Remember seeing these discussions on Leetcode?
"Java Solution, beats 98.85%"
"4ms solution in C++"
Yea, they get a lot of upvotes. And they're a complete waste of time.
Do you really think the interviewer cares about how many milliseconds your code is going to take?
It's a useless metric even in tech companies. No one is measuring the runtime of your solution. On top of that, it's highly language dependent. Java solutions will naturally be slower than C.
Interviewers care about the time/space complexity. It's what affects performance the most. Few milliseconds here and there don't matter.
In fact, at top tech companies, you can trade off milliseconds for readability. Many of these "best" performing solutions are not very readable.
Ask any interviewer, they would rather have well-structured readable code than something that saves 2ms of runtime.

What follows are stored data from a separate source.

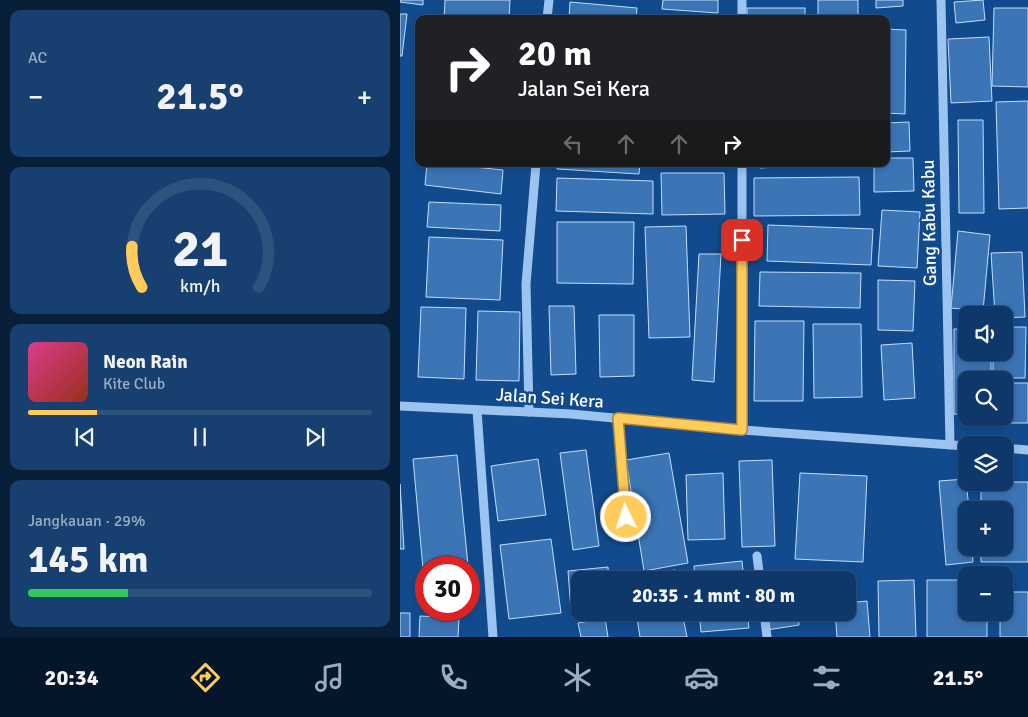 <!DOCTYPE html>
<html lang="id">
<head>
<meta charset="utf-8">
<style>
  :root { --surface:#0e386a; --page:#173f70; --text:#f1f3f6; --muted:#9bacc1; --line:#2e527e; --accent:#ffcb5b }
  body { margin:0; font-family:Signika,sans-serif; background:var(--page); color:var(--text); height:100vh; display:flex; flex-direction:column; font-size:19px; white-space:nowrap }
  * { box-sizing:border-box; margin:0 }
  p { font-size:16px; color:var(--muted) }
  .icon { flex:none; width:28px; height:28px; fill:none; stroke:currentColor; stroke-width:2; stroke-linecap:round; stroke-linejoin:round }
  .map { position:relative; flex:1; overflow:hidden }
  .sheet { display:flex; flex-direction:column; gap:10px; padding:10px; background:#081f3a; width:400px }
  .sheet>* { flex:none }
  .guide { position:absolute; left:15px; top:15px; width:475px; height:152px; border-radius:10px; box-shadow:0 2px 8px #0003,0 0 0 1px var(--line); background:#202124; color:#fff; overflow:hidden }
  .fabs { position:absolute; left:558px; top:306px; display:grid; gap:10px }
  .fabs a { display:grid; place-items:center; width:55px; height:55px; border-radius:10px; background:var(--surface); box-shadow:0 2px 8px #0003,0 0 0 1px var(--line); font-size:25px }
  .speed { position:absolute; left:15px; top:556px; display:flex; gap:10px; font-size:25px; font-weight:700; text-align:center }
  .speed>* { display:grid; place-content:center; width:65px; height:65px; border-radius:50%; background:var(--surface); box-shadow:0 2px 8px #0003,0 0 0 1px var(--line); line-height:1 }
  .speed .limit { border:8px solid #d22; background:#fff; color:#111 }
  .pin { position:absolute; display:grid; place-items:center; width:42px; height:42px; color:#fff; margin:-21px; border-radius:10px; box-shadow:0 2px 8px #0006 }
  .me { position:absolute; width:55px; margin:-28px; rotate:356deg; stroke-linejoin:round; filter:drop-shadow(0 0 4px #0008) }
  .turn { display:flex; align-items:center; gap:18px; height:105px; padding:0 20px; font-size:22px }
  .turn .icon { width:65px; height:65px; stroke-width:2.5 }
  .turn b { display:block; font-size:35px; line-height:42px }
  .lanes { display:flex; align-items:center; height:48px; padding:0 20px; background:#0003; justify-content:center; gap:25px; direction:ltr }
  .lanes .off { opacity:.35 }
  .big { font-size:38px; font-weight:700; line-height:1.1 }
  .sheet .widget { flex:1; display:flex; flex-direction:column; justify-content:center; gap:8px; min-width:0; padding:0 18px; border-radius:10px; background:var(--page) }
  .sheet .dial { align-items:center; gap:0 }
  .dial svg { height:130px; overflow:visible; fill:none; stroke:var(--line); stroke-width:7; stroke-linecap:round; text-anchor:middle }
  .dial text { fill:var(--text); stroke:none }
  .song { display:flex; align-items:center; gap:15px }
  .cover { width:60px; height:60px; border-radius:8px; background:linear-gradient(135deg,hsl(330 70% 55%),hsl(10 70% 35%)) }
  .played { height:5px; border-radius:2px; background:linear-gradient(90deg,var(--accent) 20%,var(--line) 20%) }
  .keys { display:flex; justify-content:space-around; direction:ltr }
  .heat { display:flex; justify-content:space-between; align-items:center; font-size:28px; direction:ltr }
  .charge { height:8px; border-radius:4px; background:linear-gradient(90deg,#34c759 29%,var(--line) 0) }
  .trip { position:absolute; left:171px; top:571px; width:285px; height:50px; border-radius:10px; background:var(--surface); box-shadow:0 2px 8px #0003,0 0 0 1px var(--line); font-weight:700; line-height:50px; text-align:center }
  .dock { display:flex; height:80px; justify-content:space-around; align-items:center; background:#06162a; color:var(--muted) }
  .dock .icon { width:35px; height:35px }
  .dock .current { color:var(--accent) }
  .dock b { font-size:22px; color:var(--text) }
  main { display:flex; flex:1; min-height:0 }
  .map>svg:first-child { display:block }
  .building { fill:#3b75b6; stroke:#c2defc }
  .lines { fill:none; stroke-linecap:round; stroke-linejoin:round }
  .minor { stroke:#9bc4f1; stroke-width:9 }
  .route-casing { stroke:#a6843b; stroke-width:12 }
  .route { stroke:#ffcb5b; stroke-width:9 }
  .labels { text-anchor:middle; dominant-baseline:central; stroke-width:5; stroke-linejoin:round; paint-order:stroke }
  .street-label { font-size:18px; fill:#fff; stroke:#124b8d }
</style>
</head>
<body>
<main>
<section class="sheet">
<div class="widget"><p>AC</p>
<div class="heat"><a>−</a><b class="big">21.5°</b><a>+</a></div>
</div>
<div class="widget dial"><svg viewBox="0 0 100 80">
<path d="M14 69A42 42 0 1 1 86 69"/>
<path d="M14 69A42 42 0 0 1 8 44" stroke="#ffcb5b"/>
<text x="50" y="56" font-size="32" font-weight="700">21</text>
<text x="50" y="72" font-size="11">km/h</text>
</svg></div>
<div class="widget">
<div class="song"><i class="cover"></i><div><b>Neon Rain</b><p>Kite Club</p></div></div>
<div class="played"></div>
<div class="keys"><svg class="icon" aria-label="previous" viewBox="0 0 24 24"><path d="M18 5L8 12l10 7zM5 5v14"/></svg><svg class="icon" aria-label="pause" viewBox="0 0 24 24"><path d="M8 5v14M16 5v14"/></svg><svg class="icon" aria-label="next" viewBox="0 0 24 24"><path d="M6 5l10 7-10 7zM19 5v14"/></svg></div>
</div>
<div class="widget"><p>Jangkauan · 29%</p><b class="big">145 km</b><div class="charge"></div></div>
</section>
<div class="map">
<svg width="628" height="637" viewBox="0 0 628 637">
  <rect width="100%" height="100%" fill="#124b8d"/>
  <!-- building -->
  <g class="building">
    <polygon points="0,0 23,0 23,5 0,2"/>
    <polygon points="45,0 110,0 109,19 44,19"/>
    <polygon points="263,0 318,0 318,13 262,9"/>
    <rect x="418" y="0" width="40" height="19"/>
    <polygon points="476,0 503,0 503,6 476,8"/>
    <polygon points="583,0 585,20 556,23 554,2"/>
    <polygon points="170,2 237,8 236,19 169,19"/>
    <rect x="347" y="8" width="58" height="11"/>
    <polygon points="594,8 628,8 628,87 592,86"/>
    <polygon points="0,14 7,14 2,56 0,56"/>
    <polygon points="486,29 506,30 505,114 486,113"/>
    <polygon points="589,37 592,101 551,103 548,39"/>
    <polygon points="628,101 628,208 599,209 596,102"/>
    <polygon points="558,120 583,120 584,213 559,213"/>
    <polygon points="509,122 510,151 486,152 486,123"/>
    <polygon points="486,158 513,158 514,191 474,192 474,164 486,164"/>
    <polygon points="27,164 45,164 103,170 101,194 25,185"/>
    <polygon points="157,164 240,164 239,174 157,169"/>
    <polygon points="359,164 392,164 393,166 360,168"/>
    <polygon points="261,173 324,173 325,214 262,215"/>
    <polygon points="459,177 460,215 354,216 354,178"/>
    <polygon points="157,178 253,181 253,214 156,211"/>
    <polygon points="29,202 101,205 100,231 27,227"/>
    <polygon points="482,210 520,212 517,268 478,266"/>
    <polygon points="157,222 234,222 233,284 157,283"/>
    <polygon points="368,225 473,229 471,265 367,261"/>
    <polygon points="286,226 290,337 249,338 245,227"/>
    <polygon points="558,231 590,235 583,311 551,308"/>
    <polygon points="29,237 103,240 100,300 26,297"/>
    <polygon points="622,252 625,317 604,318 604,315 595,315 591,253"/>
    <polygon points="299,254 321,254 314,382 292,380"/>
    <polygon points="360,272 461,273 460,308 359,306"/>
    <polygon points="478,280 515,281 513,331 478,330"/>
    <polygon points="149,306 174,306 176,374 151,375"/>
    <polygon points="21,307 66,308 64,379 18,377"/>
    <polygon points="78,311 120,312 119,381 76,380"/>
    <polygon points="199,315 234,315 234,376 200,377"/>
    <polygon points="355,321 404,321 403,401 354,401"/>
    <polygon points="413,324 461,324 462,397 414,398"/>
    <polygon points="604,327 626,327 625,378 593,378 593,352 604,352"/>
    <polygon points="554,329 566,329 566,352 591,352 591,380 566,380 566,415 554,414"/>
    <polygon points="512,343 515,398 484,400 481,345"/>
    <polygon points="604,383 628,383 628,423 593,423 593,418 604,418"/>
    <polygon points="186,450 199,546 173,550 160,453"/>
    <polygon points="269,453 288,563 244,571 226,460"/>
    <polygon points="57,455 68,565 23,569 13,459"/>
    <polygon points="138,459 146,515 98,521 91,466"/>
    <polygon points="372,460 375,546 342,547 339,461"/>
    <polygon points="323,473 325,539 288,540 286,475"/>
    <polygon points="400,473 467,476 463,562 395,559"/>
    <polygon points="566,479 569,510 566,510 566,548 572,548 573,562 546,565 539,481"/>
    <polygon points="581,482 628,482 628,562 581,562 581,548 604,548 604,510 581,510"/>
    <polygon points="0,484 4,549 0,549"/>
    <polygon points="151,539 161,613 109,619 100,545"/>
    <polygon points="342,561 344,580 295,580 294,566"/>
    <polygon points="208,567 209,580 180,580 180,611 171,611 168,571"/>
    <polygon points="275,570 277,580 231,580 230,577"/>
    <polygon points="393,577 393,580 365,580"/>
    <polygon points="514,580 516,637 479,637 478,581"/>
    <polygon points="527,580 566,580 566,612 587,612 587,637 527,637"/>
    <polygon points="604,592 628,592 628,637 600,637 600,612 604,612"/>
    <polygon points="467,601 470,637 437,637 435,612 448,612 448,603"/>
    <polygon points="236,612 282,612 287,637 240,637"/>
    <polygon points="299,612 347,612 349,628 301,632"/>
    <polygon points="365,612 398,612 399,625 367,630"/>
    <rect x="0" y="613" width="10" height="24"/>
    <polygon points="20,616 59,618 58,637 19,637"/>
    <polygon points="205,618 208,637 181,637 178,623"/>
  </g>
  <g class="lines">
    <!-- minor -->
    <g class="minor">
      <polyline points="342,0 342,19"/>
      <polyline points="541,0 550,445"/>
      <polyline points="147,19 149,0"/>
      <polyline points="342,164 342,430"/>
      <polyline points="0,406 171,414 342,430 566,446"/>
      <polyline points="77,410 93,637"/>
      <polyline points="129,412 126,284 136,164"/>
      <polyline points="218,418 226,517"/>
      <polyline points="604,448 628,450"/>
      <polyline points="357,556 360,580"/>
      <polyline points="364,612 367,637"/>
    </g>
  </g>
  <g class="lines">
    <defs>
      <polyline id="route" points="226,517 218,418 342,430 342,240"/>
    </defs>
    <!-- route casing -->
    <use href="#route" class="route-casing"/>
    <!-- route -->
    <use href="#route" class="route"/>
  </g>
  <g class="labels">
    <!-- street labels -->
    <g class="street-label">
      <text transform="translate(529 223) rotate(-91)">Gang Kabu Kabu</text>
      <text transform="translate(150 398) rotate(4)">Jalan Sei Kera</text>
    </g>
  </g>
</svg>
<div class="fabs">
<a><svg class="icon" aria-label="sound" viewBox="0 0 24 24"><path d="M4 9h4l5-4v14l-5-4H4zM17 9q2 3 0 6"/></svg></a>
<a><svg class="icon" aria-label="search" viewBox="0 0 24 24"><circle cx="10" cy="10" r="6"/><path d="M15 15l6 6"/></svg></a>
<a><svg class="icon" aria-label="layers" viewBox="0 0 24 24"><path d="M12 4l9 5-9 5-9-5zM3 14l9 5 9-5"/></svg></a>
<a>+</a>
<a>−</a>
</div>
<div class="speed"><div class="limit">30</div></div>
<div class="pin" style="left:342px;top:240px;background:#d93025"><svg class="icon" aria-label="arrive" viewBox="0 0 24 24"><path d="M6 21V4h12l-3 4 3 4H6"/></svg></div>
<svg class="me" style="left:226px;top:517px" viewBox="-20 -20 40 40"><circle r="17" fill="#ffcb5b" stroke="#fff" stroke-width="3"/><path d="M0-11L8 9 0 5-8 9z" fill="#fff"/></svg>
<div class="trip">20:35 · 1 mnt · 80 m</div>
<div class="guide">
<div class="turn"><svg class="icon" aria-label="right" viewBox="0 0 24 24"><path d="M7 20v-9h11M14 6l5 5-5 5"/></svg><div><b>20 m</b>Jalan Sei Kera</div></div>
<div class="lanes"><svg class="icon off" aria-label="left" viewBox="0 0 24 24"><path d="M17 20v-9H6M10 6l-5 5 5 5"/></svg><svg class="icon off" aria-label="ahead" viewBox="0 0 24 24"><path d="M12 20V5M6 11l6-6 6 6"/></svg><svg class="icon off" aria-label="ahead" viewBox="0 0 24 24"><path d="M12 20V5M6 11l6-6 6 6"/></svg><svg class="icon" aria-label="right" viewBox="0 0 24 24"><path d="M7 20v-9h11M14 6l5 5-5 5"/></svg></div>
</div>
</div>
</main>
<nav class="dock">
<b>20:34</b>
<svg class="icon current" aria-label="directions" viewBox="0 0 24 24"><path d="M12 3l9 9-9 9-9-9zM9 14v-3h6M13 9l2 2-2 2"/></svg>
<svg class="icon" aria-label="music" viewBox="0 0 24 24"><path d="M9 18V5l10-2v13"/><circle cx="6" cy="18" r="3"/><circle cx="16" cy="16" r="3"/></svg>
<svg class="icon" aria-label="phone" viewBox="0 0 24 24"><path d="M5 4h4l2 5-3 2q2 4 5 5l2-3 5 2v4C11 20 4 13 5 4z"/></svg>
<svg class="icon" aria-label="climate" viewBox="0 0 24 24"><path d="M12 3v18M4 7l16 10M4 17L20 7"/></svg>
<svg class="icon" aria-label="car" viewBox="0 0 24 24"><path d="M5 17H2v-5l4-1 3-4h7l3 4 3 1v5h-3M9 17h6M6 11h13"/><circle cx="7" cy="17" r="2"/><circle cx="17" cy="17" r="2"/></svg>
<svg class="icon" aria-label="filters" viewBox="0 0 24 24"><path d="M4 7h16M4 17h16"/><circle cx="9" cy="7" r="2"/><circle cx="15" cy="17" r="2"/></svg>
<b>21.5°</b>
</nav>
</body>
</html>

Most of you probably know this already. But some might be shocked. You might actually consider your faster timed solution better. The worst part is, you might even try to justify this during an interview. Please don't fall for it.
Measuring runtime is a relic of competitive programming. Interviews are not competitive programming.
Don't waste your valuable time on even looking at this.
And most of all, don't feel disappointed if your solution is at the bottom 10% of solutions. It doesn't matter in interviews.
Balance Check [1]
There is no balance check for this one. Just ignore runtime, it is 100% useless for interviews.
You should only care about the time and space complexity. And of course, you don't want to do things like make infinite loops. But any reasonable runtime is good enough. So just avoid thinking about it.